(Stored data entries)
● ● ● ●

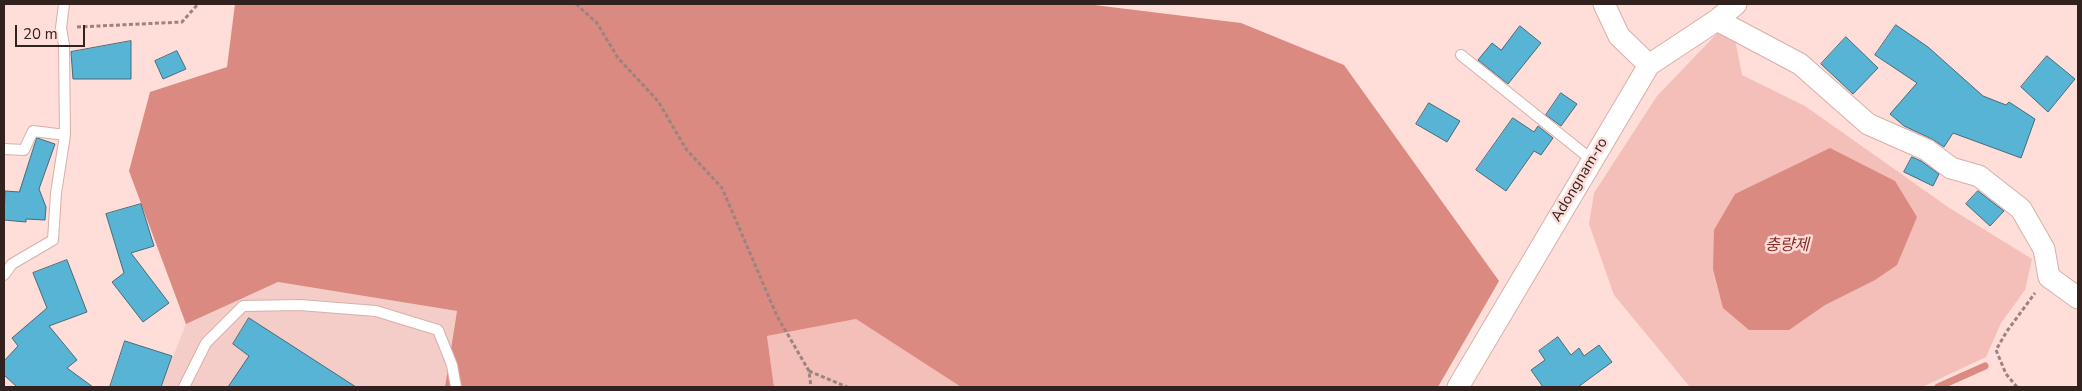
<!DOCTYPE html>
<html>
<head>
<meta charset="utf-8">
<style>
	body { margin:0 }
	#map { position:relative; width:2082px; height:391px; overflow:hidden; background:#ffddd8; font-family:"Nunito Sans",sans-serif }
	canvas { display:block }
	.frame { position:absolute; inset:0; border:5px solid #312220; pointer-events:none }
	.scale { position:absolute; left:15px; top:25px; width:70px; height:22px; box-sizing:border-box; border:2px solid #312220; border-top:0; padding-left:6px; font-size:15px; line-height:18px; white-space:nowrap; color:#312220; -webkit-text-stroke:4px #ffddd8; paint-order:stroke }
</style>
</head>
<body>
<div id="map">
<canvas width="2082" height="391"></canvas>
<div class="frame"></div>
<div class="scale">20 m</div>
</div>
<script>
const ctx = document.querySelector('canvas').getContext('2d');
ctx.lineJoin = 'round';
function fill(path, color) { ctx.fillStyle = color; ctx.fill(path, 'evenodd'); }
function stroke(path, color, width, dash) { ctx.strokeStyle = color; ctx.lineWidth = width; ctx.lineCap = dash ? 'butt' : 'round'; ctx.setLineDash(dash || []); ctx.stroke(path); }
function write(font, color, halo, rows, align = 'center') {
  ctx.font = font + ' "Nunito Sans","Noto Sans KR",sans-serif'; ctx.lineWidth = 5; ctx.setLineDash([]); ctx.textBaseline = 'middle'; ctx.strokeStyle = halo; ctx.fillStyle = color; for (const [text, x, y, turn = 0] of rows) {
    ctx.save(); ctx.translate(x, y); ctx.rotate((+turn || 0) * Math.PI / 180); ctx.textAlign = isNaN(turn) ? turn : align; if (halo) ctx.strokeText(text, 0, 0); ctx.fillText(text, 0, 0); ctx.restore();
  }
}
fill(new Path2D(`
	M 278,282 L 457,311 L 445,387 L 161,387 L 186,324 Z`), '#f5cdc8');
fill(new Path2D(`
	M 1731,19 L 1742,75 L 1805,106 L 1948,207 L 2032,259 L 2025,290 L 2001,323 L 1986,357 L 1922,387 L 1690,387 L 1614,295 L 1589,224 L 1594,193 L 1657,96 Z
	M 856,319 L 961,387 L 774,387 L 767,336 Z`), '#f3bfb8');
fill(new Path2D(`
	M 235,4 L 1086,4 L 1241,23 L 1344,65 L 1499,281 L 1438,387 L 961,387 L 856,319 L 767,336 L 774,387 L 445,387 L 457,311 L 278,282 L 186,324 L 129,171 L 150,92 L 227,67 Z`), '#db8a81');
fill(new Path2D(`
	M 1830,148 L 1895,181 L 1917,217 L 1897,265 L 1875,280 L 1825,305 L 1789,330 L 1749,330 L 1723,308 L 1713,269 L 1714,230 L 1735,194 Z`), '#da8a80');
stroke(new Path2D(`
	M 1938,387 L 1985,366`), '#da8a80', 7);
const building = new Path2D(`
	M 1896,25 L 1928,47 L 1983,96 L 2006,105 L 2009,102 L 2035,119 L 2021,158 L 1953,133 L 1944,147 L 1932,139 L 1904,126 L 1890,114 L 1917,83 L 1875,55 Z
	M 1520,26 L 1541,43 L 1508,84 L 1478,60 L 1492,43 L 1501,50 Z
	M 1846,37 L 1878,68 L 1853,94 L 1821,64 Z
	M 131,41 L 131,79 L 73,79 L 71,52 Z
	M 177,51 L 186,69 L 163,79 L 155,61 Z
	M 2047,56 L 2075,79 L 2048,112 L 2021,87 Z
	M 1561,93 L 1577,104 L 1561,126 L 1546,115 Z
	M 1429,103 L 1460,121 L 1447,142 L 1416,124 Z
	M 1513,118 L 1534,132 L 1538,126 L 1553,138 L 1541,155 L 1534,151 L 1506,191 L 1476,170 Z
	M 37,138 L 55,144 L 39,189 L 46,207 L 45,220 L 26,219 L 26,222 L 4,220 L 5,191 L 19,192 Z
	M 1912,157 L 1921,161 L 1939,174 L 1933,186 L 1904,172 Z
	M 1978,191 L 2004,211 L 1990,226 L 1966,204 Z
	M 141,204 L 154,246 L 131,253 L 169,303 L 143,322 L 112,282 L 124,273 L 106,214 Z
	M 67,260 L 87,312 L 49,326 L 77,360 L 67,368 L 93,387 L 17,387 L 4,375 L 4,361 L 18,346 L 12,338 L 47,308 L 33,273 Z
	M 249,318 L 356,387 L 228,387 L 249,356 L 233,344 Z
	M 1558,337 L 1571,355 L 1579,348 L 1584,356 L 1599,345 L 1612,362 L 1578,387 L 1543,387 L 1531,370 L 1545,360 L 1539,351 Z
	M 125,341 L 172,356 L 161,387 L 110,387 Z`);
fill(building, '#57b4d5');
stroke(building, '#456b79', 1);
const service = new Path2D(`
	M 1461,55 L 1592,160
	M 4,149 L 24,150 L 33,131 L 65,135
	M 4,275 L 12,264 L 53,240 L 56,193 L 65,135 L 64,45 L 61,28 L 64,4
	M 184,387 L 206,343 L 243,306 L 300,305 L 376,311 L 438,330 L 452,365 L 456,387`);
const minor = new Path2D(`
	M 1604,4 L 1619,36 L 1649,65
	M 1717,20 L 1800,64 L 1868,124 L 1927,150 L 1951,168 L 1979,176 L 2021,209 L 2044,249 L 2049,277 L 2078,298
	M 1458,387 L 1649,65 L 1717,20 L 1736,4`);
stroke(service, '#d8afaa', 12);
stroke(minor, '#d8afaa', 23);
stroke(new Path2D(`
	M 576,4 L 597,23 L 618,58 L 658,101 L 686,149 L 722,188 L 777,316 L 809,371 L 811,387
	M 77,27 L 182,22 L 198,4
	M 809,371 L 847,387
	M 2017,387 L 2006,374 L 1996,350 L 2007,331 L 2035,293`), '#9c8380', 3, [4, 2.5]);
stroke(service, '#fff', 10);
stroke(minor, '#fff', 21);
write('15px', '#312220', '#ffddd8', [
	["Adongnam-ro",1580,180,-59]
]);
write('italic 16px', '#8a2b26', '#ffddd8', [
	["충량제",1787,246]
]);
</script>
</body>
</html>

● ● ● ●

* **EXERCISE AIM**: Your task is to return the lines above, from the first one up to and including the line containing "ctx.lineJoin = 'round';", minus any pictures.

* **YOUR SOLUTION**:
<!DOCTYPE html>
<html>
<head>
<meta charset="utf-8">
<style>
	body { margin:0 }
	#map { position:relative; width:2082px; height:391px; overflow:hidden; background:#ffddd8; font-family:"Nunito Sans",sans-serif }
	canvas { display:block }
	.frame { position:absolute; inset:0; border:5px solid #312220; pointer-events:none }
	.scale { position:absolute; left:15px; top:25px; width:70px; height:22px; box-sizing:border-box; border:2px solid #312220; border-top:0; padding-left:6px; font-size:15px; line-height:18px; white-space:nowrap; color:#312220; -webkit-text-stroke:4px #ffddd8; paint-order:stroke }
</style>
</head>
<body>
<div id="map">
<canvas width="2082" height="391"></canvas>
<div class="frame"></div>
<div class="scale">20 m</div>
</div>
<script>
const ctx = document.querySelector('canvas').getContext('2d');
ctx.lineJoin = 'round';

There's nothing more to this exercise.